Along with the hundreds of thousands who have needlessly died of Covid-19, We lost a lot of greats this year. Giants of civil rights like Justice Ruth Bader Ginsberg and John Lewis, Entertainment icons like Alex Trebek and Chadwick Boseman. Legendary athletes like Kobe Bryant and Diego Maradona. Their deaths have consistently felt like rotten cherries on top of all that’s happened this year.

The 2020 Presidential Election was as dramatic of an election as it could possibly be. The night of the election felt like 2016 all over again, and I went to sleep assuming President Trump would be getting a second term. What followed was a week of the nation being glued to their TV’s and phones as results from mail-in ballots trickled in. Michigan, Wisconsin, Pennsylvania, Georgia, Nevada, Arizona. I said the names of those states in that week more than I probably have in my entire life. I was on my way out of Philadelphia when my friend called me to say the race had been called for Biden. Turning back around and heading for Independence Mall, people everywhere could be seen cheering and dancing as drivers honked their horns. I stayed for a couple hours to photograph the celebrations before heading back to DC to catch the tail end of the party at Black Lives Matter Plaza.

Predictably, President Trump has refused to accept his defeat, and has relentlessly worked to cast doubt on one of the most pivotal foundations of our democracy; the integrity of our voting process. Many in the country now genuinely believe that President-elect Biden’s victory is not a legitimate outcome, and they’ve shown themselves in DC the last month, with “Million MAGA Marches” attended by followers of President Trump across the country; including notably the Proud Boys, whom Trump tacitly endorsed with his “Stand Back & Stand By” comment during his first presidential debate with Joe Biden. Like it or not, these groups are not going away anytime soon. President Trump may soon be out of power, but he maintains a stranglehold on the Republican Party. Only time will tell how long that will last.

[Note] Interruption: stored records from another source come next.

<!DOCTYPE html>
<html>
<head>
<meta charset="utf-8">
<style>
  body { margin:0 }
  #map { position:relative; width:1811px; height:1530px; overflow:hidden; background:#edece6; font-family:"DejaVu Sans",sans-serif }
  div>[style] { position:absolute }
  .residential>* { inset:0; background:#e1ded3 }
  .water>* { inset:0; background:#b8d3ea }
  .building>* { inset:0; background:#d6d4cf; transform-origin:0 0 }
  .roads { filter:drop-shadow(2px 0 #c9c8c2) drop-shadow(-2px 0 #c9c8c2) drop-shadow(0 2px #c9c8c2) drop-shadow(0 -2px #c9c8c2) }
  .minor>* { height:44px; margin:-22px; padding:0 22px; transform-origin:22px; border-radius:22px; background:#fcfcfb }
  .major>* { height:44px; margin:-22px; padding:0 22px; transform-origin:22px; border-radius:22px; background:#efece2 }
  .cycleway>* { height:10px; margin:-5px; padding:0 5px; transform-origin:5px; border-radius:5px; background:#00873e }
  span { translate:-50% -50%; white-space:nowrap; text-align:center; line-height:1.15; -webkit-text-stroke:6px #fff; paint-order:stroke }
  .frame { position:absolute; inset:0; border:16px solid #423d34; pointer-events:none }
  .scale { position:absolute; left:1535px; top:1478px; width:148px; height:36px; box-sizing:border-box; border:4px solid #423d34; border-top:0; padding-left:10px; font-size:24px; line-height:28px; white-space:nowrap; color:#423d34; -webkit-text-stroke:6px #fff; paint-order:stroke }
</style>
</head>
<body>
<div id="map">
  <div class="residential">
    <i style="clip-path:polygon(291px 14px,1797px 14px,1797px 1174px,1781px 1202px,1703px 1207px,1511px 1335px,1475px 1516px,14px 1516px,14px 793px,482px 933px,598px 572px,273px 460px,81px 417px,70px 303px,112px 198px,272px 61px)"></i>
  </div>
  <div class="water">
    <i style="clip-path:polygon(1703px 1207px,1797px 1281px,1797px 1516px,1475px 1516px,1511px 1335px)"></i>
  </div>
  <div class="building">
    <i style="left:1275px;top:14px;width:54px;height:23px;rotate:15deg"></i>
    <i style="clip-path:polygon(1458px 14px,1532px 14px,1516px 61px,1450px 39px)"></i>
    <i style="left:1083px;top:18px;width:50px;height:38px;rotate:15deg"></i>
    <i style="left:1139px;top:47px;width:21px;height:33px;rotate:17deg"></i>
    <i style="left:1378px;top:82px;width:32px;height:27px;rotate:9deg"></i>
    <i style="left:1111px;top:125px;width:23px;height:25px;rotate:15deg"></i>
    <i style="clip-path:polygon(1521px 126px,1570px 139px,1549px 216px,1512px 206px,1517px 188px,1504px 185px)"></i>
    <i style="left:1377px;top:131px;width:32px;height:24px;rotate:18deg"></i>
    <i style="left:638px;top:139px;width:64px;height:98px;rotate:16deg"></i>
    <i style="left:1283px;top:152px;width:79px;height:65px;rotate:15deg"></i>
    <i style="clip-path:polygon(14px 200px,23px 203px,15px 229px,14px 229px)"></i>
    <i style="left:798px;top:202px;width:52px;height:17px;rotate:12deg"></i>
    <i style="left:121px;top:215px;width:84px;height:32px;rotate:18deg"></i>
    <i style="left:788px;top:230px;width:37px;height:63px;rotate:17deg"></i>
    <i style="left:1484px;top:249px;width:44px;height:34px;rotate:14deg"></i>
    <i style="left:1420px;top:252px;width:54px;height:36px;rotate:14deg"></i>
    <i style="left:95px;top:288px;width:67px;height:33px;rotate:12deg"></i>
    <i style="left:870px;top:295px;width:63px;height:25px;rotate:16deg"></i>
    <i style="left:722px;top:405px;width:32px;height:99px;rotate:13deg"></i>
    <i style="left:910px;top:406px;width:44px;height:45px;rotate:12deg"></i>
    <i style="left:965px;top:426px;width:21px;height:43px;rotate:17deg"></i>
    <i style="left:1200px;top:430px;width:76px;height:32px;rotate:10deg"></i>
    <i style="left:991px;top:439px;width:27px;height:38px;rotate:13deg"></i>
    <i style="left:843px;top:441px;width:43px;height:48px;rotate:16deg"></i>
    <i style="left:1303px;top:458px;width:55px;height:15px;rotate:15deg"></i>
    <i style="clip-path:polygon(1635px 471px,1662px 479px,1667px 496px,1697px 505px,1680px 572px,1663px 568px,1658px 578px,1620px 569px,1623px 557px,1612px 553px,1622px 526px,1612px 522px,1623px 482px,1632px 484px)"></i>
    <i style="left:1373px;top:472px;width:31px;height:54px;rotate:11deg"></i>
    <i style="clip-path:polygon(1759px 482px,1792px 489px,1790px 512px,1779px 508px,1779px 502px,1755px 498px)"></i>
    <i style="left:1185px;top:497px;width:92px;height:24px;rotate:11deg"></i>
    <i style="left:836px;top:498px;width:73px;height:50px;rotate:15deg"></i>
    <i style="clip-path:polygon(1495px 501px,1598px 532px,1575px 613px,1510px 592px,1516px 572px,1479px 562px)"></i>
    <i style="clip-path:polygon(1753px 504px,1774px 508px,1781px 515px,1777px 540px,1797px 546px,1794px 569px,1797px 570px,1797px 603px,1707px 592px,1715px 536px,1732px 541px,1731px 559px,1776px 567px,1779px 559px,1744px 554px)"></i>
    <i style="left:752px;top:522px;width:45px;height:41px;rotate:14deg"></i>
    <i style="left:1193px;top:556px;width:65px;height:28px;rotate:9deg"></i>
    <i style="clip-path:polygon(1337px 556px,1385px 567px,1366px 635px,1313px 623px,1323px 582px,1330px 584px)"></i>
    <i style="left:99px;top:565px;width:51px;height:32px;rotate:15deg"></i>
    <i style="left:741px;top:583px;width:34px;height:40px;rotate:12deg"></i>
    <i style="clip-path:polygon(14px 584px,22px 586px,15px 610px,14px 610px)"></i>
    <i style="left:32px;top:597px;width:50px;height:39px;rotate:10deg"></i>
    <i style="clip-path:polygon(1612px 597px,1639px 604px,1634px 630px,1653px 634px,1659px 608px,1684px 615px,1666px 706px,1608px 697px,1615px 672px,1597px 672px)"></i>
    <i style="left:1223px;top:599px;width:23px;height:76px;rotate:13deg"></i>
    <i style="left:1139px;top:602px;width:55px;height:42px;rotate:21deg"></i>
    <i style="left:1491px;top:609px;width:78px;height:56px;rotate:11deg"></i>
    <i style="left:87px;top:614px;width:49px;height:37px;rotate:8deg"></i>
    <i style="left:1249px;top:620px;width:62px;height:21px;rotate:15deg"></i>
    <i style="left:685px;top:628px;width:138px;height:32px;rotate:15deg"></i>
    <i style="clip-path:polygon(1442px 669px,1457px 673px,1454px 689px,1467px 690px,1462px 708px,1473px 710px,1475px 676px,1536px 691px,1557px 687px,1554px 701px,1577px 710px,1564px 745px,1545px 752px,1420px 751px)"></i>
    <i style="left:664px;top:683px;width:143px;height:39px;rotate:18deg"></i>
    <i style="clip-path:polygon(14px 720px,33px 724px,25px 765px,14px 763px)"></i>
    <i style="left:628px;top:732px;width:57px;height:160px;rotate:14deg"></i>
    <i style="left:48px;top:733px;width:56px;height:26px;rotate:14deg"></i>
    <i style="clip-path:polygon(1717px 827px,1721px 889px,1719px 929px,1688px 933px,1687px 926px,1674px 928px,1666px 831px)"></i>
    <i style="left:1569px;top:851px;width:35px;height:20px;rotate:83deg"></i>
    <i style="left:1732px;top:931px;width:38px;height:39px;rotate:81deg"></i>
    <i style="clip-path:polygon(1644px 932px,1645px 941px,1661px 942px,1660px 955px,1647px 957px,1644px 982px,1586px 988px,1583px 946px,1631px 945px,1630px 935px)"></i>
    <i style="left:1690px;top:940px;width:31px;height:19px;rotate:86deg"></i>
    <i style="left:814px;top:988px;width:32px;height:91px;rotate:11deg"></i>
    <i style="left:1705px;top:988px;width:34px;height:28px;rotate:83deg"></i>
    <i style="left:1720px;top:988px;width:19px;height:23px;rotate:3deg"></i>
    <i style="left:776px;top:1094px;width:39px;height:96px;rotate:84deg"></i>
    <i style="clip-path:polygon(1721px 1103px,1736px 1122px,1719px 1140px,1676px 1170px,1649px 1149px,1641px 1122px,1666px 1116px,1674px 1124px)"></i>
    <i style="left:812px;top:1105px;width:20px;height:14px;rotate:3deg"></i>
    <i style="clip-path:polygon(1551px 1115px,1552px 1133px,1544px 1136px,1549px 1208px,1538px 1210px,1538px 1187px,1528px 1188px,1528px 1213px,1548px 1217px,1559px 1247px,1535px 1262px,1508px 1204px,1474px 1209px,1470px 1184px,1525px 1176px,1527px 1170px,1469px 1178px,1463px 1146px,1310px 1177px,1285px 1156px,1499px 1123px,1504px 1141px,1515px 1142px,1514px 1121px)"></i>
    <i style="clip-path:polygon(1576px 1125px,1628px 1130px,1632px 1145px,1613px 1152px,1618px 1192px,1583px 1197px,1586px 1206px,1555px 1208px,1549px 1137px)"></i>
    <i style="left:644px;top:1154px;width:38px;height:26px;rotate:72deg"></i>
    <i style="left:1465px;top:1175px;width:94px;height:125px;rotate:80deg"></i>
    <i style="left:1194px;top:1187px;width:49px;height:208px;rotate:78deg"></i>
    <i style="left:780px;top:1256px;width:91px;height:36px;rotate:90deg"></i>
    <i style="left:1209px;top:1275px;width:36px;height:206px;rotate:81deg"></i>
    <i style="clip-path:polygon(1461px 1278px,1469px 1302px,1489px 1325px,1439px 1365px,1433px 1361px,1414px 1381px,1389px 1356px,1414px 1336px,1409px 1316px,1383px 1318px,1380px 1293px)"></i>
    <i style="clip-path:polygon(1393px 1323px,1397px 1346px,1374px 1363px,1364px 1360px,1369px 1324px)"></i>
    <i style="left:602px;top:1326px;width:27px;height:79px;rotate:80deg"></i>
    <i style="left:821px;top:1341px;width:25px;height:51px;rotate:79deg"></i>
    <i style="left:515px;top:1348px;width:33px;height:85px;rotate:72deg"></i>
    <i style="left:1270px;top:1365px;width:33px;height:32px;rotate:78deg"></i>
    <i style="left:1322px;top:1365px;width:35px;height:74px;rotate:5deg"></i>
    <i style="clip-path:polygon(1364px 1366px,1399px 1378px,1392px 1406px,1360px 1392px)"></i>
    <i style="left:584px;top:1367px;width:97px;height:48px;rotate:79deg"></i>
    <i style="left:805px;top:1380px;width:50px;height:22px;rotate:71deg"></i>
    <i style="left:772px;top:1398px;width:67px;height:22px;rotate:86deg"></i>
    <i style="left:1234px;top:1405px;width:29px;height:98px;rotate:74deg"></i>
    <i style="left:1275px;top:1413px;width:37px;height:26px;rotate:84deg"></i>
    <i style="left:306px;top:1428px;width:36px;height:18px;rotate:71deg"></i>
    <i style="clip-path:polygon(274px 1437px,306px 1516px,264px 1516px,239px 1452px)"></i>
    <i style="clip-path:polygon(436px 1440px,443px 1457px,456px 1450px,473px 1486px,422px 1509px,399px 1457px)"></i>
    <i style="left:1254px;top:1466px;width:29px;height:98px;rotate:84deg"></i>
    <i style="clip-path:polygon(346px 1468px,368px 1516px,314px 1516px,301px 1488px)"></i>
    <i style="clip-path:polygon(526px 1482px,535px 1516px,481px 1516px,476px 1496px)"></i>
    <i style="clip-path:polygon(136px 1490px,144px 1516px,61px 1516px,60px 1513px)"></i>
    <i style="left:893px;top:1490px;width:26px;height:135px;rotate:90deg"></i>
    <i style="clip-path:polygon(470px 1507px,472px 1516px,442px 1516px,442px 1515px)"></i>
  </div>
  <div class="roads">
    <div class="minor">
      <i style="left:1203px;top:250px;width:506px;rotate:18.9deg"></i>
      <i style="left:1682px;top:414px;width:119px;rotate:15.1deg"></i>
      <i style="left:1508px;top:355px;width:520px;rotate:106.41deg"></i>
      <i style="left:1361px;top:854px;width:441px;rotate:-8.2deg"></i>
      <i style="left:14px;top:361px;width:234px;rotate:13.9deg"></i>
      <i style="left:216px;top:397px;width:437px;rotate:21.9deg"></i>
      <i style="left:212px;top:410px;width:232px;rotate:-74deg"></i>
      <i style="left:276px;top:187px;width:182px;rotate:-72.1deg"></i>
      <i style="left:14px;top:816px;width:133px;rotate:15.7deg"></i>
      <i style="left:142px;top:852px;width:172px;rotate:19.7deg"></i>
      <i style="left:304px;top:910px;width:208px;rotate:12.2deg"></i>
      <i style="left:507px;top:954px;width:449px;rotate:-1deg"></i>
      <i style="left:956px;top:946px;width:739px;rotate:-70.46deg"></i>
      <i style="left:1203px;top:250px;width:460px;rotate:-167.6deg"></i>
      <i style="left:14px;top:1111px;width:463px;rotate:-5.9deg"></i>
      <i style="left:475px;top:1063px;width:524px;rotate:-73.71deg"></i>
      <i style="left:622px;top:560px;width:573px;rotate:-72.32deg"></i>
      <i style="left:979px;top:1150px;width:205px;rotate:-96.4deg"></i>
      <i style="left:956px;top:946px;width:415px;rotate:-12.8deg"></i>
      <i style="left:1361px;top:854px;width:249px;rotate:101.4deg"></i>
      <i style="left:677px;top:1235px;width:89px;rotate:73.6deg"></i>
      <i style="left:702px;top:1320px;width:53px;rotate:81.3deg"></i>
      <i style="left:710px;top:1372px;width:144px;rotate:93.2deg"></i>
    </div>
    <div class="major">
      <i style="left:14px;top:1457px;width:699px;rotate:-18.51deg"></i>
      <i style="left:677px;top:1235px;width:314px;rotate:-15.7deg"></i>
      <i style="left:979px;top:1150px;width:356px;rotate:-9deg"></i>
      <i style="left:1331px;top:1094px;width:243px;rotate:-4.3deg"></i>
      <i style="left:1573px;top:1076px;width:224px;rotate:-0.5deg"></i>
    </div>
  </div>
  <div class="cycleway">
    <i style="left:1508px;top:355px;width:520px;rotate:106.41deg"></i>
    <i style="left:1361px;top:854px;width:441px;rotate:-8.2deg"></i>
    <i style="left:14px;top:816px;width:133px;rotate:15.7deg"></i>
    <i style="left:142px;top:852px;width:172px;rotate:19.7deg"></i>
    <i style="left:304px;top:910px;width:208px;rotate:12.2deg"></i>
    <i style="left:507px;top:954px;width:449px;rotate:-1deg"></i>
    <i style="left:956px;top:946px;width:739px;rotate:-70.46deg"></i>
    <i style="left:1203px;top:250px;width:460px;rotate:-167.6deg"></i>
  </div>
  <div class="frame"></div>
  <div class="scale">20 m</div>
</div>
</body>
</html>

On a more personal note, Of all the most improbable and inexplicable things to happen to me this year, I fell in love with someone. Not only that, but with someone who currently lives on an entirely different continent. Crazy right? We both know it. But after six months of seeing and talking to each other through a screen, we’ll be spending New Years Eve together in Mexico City, and I couldn’t be more excited to leave this year behind and begin the next with her.

2020 will, for better or worse (mostly worse) be a year to remember for all of us. We’ve lived through a truly historic time, and it’s an experience none of us will forget. Nonetheless, I’m grateful for the people that I have in my life and for the experiences I have had this year. So long 2020, you can’t end soon enough.